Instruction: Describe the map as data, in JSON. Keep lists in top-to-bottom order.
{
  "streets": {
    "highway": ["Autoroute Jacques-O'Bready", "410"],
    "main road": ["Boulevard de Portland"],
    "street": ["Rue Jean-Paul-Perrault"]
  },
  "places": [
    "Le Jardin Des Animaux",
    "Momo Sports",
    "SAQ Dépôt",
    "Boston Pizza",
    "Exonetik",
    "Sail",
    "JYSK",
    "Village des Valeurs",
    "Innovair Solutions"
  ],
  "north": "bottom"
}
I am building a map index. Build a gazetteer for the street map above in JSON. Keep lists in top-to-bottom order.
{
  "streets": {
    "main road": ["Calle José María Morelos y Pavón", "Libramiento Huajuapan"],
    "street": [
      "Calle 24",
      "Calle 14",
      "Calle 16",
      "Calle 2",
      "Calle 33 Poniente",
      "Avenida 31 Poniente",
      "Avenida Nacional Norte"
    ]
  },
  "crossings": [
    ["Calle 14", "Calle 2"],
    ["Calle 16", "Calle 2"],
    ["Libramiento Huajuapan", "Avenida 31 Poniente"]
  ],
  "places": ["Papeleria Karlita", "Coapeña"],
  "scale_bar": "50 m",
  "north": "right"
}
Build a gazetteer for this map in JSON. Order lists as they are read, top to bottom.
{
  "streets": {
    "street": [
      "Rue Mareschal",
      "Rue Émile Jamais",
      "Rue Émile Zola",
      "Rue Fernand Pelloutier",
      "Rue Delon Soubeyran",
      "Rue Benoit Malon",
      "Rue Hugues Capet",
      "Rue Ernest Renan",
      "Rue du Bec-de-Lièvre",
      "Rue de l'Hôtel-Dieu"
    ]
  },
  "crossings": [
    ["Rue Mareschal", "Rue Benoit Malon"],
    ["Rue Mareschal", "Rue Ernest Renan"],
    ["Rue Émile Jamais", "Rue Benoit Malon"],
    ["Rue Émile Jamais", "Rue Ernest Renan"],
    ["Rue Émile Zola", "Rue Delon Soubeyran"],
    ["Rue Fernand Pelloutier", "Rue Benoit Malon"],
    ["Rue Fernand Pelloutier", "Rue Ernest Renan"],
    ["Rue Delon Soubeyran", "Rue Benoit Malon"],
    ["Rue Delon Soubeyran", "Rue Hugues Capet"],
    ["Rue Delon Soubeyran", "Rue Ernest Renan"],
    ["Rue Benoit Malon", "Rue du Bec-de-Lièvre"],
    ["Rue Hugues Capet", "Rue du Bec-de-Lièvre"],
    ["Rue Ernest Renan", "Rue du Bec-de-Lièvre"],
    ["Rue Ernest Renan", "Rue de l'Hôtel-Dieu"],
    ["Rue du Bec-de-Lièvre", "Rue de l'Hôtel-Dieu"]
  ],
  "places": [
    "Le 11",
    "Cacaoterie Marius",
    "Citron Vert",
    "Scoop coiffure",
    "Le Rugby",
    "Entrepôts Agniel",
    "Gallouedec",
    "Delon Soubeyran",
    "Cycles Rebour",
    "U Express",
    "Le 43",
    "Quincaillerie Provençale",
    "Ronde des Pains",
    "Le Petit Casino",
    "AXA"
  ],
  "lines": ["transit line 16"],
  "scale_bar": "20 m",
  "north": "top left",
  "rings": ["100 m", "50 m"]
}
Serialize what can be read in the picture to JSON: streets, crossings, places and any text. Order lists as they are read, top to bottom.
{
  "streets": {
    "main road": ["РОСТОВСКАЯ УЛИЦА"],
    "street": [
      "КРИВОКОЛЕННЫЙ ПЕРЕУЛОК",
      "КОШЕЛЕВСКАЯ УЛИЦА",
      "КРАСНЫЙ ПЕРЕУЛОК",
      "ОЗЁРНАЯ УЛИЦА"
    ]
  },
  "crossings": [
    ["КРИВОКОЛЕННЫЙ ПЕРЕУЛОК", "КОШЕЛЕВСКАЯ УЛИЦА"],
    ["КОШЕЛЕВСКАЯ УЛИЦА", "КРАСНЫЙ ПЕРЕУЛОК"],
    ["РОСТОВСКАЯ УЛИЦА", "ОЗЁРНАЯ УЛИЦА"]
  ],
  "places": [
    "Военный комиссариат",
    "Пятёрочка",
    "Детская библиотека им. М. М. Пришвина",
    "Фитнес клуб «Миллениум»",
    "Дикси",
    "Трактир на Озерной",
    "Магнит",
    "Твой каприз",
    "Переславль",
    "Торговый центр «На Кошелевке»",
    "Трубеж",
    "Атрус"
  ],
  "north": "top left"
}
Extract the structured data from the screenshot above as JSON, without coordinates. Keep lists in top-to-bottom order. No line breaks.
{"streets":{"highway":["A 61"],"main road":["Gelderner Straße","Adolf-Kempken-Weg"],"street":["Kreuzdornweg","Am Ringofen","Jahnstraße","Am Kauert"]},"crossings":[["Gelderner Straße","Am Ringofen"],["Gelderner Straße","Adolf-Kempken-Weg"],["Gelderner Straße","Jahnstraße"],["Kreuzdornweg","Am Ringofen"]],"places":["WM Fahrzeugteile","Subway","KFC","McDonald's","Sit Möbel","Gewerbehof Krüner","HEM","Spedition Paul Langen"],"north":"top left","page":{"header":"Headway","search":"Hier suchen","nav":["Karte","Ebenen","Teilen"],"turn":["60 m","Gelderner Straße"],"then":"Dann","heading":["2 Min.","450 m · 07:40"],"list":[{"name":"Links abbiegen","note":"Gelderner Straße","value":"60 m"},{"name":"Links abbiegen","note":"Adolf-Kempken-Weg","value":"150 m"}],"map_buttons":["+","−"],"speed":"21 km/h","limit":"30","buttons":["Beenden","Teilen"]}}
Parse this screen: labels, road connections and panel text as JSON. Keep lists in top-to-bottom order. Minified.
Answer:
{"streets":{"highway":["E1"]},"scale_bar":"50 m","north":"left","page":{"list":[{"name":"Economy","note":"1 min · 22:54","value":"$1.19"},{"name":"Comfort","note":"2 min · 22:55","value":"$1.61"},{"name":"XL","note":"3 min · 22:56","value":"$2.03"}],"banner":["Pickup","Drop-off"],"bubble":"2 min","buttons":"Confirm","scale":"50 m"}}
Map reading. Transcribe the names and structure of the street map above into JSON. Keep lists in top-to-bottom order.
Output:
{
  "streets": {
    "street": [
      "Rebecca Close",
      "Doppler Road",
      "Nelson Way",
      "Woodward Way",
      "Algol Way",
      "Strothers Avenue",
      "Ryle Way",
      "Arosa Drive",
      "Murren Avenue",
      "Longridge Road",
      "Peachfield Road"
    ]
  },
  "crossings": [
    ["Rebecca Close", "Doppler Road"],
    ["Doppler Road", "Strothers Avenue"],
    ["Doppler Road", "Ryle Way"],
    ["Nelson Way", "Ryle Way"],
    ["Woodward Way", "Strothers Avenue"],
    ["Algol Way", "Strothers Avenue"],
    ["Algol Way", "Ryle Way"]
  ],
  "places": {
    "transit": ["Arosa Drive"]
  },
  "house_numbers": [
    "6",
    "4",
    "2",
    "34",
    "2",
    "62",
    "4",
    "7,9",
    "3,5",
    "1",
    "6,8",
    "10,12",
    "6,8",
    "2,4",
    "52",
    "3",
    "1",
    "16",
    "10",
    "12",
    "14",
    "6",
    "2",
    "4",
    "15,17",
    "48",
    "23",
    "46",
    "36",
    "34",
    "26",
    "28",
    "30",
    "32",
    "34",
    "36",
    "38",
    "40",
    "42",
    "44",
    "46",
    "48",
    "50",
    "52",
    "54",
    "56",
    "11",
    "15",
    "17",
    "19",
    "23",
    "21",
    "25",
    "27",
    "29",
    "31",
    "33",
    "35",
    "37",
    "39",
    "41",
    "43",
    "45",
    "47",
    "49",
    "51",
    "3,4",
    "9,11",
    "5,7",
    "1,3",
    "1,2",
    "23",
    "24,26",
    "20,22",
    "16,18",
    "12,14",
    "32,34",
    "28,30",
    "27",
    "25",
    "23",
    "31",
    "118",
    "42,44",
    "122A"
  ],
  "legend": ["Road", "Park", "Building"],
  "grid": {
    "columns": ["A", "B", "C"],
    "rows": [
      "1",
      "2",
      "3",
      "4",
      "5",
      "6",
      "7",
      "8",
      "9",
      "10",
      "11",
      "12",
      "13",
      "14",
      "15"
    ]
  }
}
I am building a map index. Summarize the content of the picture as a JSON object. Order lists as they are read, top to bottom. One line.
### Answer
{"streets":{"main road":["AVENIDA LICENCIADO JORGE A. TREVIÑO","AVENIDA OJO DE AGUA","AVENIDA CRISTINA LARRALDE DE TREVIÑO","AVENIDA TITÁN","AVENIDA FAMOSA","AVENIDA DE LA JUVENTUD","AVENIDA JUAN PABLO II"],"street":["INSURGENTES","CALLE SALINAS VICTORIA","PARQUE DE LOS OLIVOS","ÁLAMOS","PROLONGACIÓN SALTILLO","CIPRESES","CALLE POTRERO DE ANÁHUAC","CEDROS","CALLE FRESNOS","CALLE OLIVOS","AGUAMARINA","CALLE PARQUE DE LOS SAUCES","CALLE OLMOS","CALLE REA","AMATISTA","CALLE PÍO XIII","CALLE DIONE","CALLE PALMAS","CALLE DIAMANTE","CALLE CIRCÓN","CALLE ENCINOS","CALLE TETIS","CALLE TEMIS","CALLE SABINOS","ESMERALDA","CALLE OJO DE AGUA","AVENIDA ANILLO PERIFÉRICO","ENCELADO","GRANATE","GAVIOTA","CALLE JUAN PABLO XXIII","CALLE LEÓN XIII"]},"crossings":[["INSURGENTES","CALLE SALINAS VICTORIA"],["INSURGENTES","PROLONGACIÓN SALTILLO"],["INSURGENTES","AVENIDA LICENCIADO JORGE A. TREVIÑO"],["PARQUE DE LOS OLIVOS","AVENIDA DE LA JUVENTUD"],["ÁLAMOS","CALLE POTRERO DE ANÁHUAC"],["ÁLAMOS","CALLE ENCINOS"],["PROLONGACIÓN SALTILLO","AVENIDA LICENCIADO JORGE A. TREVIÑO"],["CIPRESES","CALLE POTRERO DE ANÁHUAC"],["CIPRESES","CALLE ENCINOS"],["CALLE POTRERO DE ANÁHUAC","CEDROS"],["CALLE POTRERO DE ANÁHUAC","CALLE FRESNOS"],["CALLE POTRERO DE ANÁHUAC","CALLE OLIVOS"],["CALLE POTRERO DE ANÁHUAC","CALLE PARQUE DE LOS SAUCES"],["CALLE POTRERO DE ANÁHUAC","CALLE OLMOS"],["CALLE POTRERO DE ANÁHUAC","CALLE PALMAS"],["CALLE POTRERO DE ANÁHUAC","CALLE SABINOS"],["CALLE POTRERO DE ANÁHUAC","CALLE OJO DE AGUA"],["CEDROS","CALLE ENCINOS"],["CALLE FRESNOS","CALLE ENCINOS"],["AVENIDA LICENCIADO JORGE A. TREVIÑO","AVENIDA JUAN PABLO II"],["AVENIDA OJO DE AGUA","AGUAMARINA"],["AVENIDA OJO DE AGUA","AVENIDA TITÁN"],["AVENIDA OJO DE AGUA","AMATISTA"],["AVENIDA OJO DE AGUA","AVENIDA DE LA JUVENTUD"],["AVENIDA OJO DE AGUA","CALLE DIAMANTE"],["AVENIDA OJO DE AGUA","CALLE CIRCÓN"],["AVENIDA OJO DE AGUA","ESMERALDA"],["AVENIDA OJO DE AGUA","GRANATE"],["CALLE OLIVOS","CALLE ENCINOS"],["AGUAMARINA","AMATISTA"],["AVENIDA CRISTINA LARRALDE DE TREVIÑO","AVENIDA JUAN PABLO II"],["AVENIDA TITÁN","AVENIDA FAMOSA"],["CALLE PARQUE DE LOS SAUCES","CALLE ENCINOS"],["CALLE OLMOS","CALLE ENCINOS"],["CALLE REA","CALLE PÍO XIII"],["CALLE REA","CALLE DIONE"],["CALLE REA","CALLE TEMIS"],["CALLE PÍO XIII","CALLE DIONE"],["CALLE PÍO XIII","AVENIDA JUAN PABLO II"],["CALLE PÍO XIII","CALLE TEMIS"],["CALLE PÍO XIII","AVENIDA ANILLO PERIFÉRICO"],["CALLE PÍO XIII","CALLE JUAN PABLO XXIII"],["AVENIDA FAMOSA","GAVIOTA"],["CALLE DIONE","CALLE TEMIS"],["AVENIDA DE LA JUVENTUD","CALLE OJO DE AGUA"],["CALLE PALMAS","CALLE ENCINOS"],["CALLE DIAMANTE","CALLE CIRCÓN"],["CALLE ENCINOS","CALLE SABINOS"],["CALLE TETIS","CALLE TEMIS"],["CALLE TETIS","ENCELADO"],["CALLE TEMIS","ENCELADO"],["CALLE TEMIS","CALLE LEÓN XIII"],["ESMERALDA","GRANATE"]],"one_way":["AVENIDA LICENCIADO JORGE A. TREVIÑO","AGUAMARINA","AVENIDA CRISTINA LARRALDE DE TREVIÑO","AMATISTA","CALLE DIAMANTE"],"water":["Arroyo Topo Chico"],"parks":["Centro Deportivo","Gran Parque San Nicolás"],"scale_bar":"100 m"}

* The task: Would you filter the records and copy out each line containing "КОШЕЛЕВСКАЯ"?

* Written reply:
      "КОШЕЛЕВСКАЯ УЛИЦА",
    ["КРИВОКОЛЕННЫЙ ПЕРЕУЛОК", "КОШЕЛЕВСКАЯ УЛИЦА"],
    ["КОШЕЛЕВСКАЯ УЛИЦА", "КРАСНЫЙ ПЕРЕУЛОК"],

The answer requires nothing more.